Mais ce patriotisme local tendra à s'effacer pour de multiples raisons (suppression pour les communes de toute prérogative militaire dès les années 1870, démocratisation des élus municipaux, etc.). L'auteur souligne également le déclin, dans les élites urbaines au XXè siècle, « d'une culture de l'érudition locale au profit d'une culture scolaire et universitaire et d'une culture des media de masse ». Cet constat ne m'a jamais semblé aussi juste aujourd'hui...
***
La communication de Philippe Nivet sur « Administrer une commune occupée pendant la Première Guerre mondiale » est passionnante, car met en évidence le rôle méconnu des communes, qui se chargent des devoirs de l'Etat (le pouvoir préfectoral ayant disparu) et des élus municipaux, qui servent « d'otages de garantie », responsables des actes de leurs administrés.

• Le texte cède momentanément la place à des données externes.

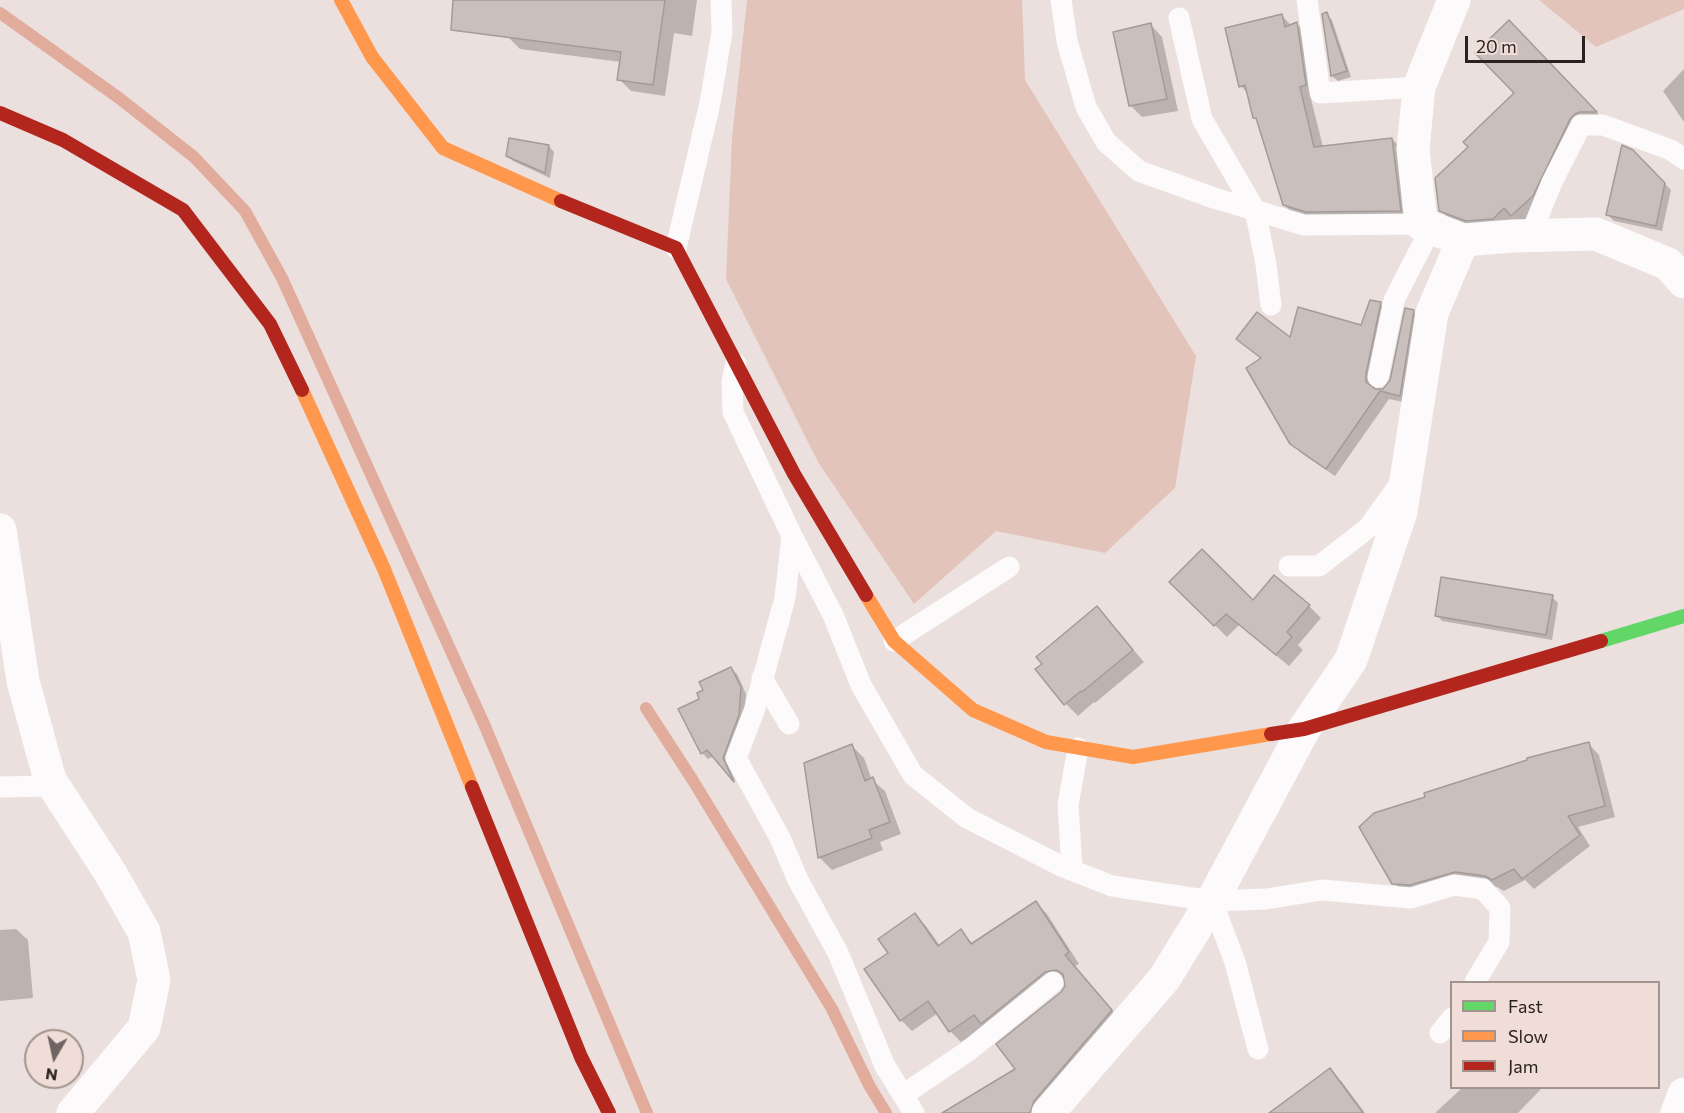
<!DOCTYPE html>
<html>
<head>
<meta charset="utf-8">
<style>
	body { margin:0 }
	#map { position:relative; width:1684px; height:1113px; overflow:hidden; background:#ebe0dd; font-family:Commissioner,sans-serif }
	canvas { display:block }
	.legend { position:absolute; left:1450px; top:981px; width:210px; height:108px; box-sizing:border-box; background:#f1ddd7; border:2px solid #a2938e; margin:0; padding:8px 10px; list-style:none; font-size:18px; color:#2b2321 }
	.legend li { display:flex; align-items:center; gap:12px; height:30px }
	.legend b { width:30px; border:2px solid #a2938e }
	.north { position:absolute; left:24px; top:1029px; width:60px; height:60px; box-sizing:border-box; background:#f1ddd7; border:2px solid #a2938e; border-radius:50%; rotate:189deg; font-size:16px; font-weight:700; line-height:24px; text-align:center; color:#2b2321 }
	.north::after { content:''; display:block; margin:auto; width:21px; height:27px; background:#6e6563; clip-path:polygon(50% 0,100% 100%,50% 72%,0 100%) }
	.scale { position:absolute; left:1465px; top:36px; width:120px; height:27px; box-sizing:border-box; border:3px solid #2b2321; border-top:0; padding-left:8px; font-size:18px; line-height:21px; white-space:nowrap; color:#2b2321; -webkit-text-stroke:4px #f1ddd7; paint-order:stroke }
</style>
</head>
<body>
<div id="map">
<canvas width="1684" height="1113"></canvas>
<ul class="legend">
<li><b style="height:8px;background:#63d668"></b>Fast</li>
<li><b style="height:8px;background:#ff974d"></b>Slow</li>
<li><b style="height:8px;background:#b3261e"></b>Jam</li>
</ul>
<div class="north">N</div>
<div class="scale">20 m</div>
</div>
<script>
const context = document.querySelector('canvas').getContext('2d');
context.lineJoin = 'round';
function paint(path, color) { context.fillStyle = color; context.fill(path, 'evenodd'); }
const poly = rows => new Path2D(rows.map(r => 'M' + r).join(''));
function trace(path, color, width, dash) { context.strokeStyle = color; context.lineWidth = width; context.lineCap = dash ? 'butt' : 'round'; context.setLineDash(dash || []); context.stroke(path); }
const green = poly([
	[747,0,1022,0,1025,80,1196,356,1175,488,1105,553,996,531,914,604,818,462,726,279,732,138],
	[1539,0,1684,0,1684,9,1596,47]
]);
const shadow = poly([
	[523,0,697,0,692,36,674,33,665,96,631,91,619,79,621,62,520,49,508,37],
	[1327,14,1332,20,1351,77,1338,81,1332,76,1323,15],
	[1282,16,1292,26,1297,24,1309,36,1317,97,1311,99,1323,147,1392,139,1404,151,1412,223,1297,217,1284,205,1258,121,1255,118,1249,95,1241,86,1227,29],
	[1150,24,1162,37,1178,111,1142,117,1130,105],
	[1521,34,1607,123,1587,125,1524,226,1516,219,1505,230,1453,222,1440,210,1470,147,1516,93],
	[1684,69,1684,122,1663,91],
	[549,146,554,152,550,178,513,161,507,155],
	[1637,156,1671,190,1662,231,1614,221,1608,215],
	[1380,303,1388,312,1374,389,1382,391,1388,387,1413,311,1421,320,1408,403,1389,399,1335,476,1301,453,1291,443,1262,359,1238,338,1290,339,1362,327],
	[1171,582,1253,602,1309,606,1321,618,1298,645,1303,650,1289,666,1239,625,1227,637],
	[1552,597,1558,603,1552,640,1442,621,1437,615],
	[1097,608,1144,662,1095,703,1094,702,1078,716,1066,704],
	[731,668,737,674,746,694,744,721,728,765,736,782,714,756,708,759,702,753,701,699],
	[1588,743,1599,755,1615,817,1578,827,1590,846,1534,889,1525,880,1504,891,1497,887,1467,883,1405,894,1394,883],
	[852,746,864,758,872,780,885,791,901,834,880,842,883,850,832,870,820,858,806,764],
	[1036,903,1047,914,1079,964,1075,966,1122,1022,1044,1113,945,1113,1017,1069,1067,986,1066,981,1057,982,961,1042,950,1031,938,1013,912,1031,901,1020,890,954,915,915,926,926,940,946,961,931,973,944],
	[16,929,28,940,33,998,0,1001,0,930],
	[1330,1070,1342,1082,1365,1113,1268,1113],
	[1462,1088,1542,1088,1518,1113,1435,1113]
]);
const stream = poly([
	[0,13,119,98,194,157,245,211,282,278,484,724,647,1113],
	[646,708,692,779,832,1009,869,1085,886,1113]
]);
const building = poly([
	[453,0,665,0,653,85,617,80,621,52,451,30,453,0],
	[1327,12,1347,71,1331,76,1322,14,1327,12],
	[1282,14,1285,27,1297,22,1306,85,1300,87,1314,147,1392,138,1401,211,1306,212,1283,205,1256,118,1253,118,1245,85,1239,87,1225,28,1282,14],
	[1509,20,1597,112,1580,112,1575,114,1570,119,1533,196,1511,216,1504,208,1493,219,1466,221,1439,211,1435,178,1468,147,1463,142,1514,93,1475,53,1509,20],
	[1151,23,1167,99,1129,106,1113,32,1151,23],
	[509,138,549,145,545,173,506,156,509,138],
	[1622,145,1633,150,1665,183,1656,226,1606,215,1622,145],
	[1370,300,1381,302,1366,374,1366,382,1375,389,1383,389,1390,380,1405,308,1414,310,1400,396,1380,391,1326,469,1290,444,1246,368,1261,358,1236,339,1257,312,1290,337,1298,307,1361,325,1370,300],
	[1202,549,1253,600,1274,575,1310,605,1287,632,1292,637,1276,655,1226,614,1214,626,1169,582,1202,549],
	[1441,577,1553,595,1546,635,1435,616,1441,577],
	[1097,606,1133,650,1082,692,1081,691,1064,705,1035,669,1042,664,1036,657,1097,606],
	[731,667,741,687,739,715,723,758,734,782,707,750,701,754,678,709,699,699,697,693,703,690,699,682,731,667],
	[1589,742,1605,806,1568,816,1580,835,1522,879,1514,869,1492,880,1485,876,1455,872,1410,885,1392,884,1359,827,1374,813,1425,797,1424,793,1527,760,1527,758,1589,742],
	[852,744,865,781,873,777,890,822,869,830,872,838,818,858,804,763,852,744],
	[1036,901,1069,952,1065,955,1112,1010,1034,1101,1030,1113,942,1113,1015,1069,996,1044,1061,992,1065,986,1063,974,1057,970,1045,972,981,1024,974,1015,949,1032,928,1001,900,1021,864,969,888,953,878,939,915,913,938,946,961,929,971,944,1036,901],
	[1330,1068,1363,1113,1269,1113,1330,1068]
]);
const lane = poly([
	[1061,0,1067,41,1086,107,1106,142,1139,171,1214,198,1304,225,1421,224],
	[1307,0,1320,93,1419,87],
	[1179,18,1202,119,1255,210,1266,264,1271,305],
	[1530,236,1552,182,1581,125,1603,125,1671,150,1684,159],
	[676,248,710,103,722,32,721,0],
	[736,364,732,381,733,412,792,536,785,598,754,711,736,758,780,838,798,880,838,953,885,1066,914,1113],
	[1378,377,1394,300,1431,228],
	[792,536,833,615,861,685,913,775,967,818,1061,866,1112,886,1212,901,1266,899,1322,890,1411,898,1454,885,1483,889,1500,908,1499,942,1475,982],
	[1289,566,1319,566,1368,528,1401,482],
	[894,641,1009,567],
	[762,678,789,724],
	[0,787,54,786],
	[1072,870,1068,805,1078,748],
	[1212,901,1235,962,1258,1049],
	[1440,1033,1452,1018],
	[903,1095,968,1051,1053,982]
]);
const street = poly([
	[1454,0,1419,87,1413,149,1421,224,1463,240,1513,236,1596,234,1668,264,1684,282],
	[0,530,23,681,50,780,111,874,144,932,154,980,144,1028,73,1113],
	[1048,1113,1164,979,1212,901,1304,729,1351,660,1401,512,1432,313,1463,240],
	[1677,1113,1684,1094]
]);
const fast = poly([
	[1601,641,1684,616]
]);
const slow = poly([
	[341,0,372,57,443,148,561,201],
	[302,390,384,569,472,787],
	[866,595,894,641,973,710,1046,742,1133,757,1271,734]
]);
const jam = poly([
	[0,113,63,140,183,210,270,324,302,390],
	[561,201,676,248,794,474,866,595],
	[1271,734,1304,729,1601,641],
	[472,787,581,1057,609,1113]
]);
paint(green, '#e3c4ba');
paint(shadow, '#0003');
trace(stream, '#e2ac9d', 12);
paint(building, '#c9c0be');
trace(building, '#a49b99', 1.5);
trace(lane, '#fcfafa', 21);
trace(street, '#fcfafa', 33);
trace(fast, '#63d668', 14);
trace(slow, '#ff974d', 14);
trace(jam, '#b3261e', 14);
</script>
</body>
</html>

Rappelons aussi les lourdes contributions et amendes que doivent payer les villes occupées : 2 millions de francs pendant les deux premières années de l'occupation à Saint-Quentin (8 millions pendant la troisième), plus de 7 millions pour Laon, occupée pendant toute la guerre. Quelle tristesse aussi d'avoir oublié Gibert, maire de Saint-Quentin, Paul Marchandise, maire de Péronne, Ernest Noël (Noyon), Fiquet (Amiens), etc. pour leur comportement face aux Allemands !

Je passe sous silence un certain nombre de contributions, dont celle de Delphine Lebourg qui explore le « pacifisme dans la Somme entre les deux guerres », puisque mon attache partisane est allée à celle de Jean-Pierre Besse sur les « socialistes isariens pendant la Seconde Guerre mondiale ». Je ne saurais réduire à quelques lignes le destin de certains élus, mais souhaite rappeler ici quelques noms :
- Jean Vassal (maire de Crépy-en-Valois, qui aura un rôle « trouble » pendant la Seconde Guerre mondiale) ;
- Jean Biondi, maire de Creil, autour duquel s'organise le Comité d'Action Socialiste (CAS) et Libération – Nord, etc., qui sera déporté, puis deviendra à son retour le seul maitre de la fédérération socialiste isarien jusqu'en novembre 1950 ;
- Madeleine Blin, déportée, veuve de déporté et première femme à siéger au Conseil Général de l'Oise ;
- Mais aussi les socialistes résistants que la répression a lourdement frappés : Georges Blin, Marcel Philippe, André Caron, Espérance Maillard, morts en déportation, etc.
Dans la Somme, Julien Cahon détaille la forte implantation du PCF ; la lutte anti-fasciste menée par les communistes du département, dont l'une des figures est Jean Catelas, député d'Amiens, ne pouvant être « détachée d'un ensemble de particularismes régionaux solidement ancrés, notamment le souvenir de la Grande Guerre, dont les destructions sont encore visibles, vingt-quatre ans après la terrible bataille de la Somme ». 40% des résistants de la Somme sont issus des rangs communistes : d'où les 6 sièges sur 12 qu'ils occupent au CDL clandestin. A la Libération, la PCF s'affirmera donc l'une des principales forces de la Résistance intérieure, un parti patriotique de masse, et sera le premier parti du département.
***
Difficile de conclure cette fiche de lecture incomplète, car je ne saurais reprendre ici la très belle synthèse rédigée par Olivier Forcade. Je ne sais pas si certains d'entre vous auront le courage de lire ces quelques notes. Pour ceux qui l'ont fait, j'ose espérer que vous en retiendrez une idée ou plutôt une envie. Celle de découvrir, comme moi, des pans méconnus de notre histoire collective...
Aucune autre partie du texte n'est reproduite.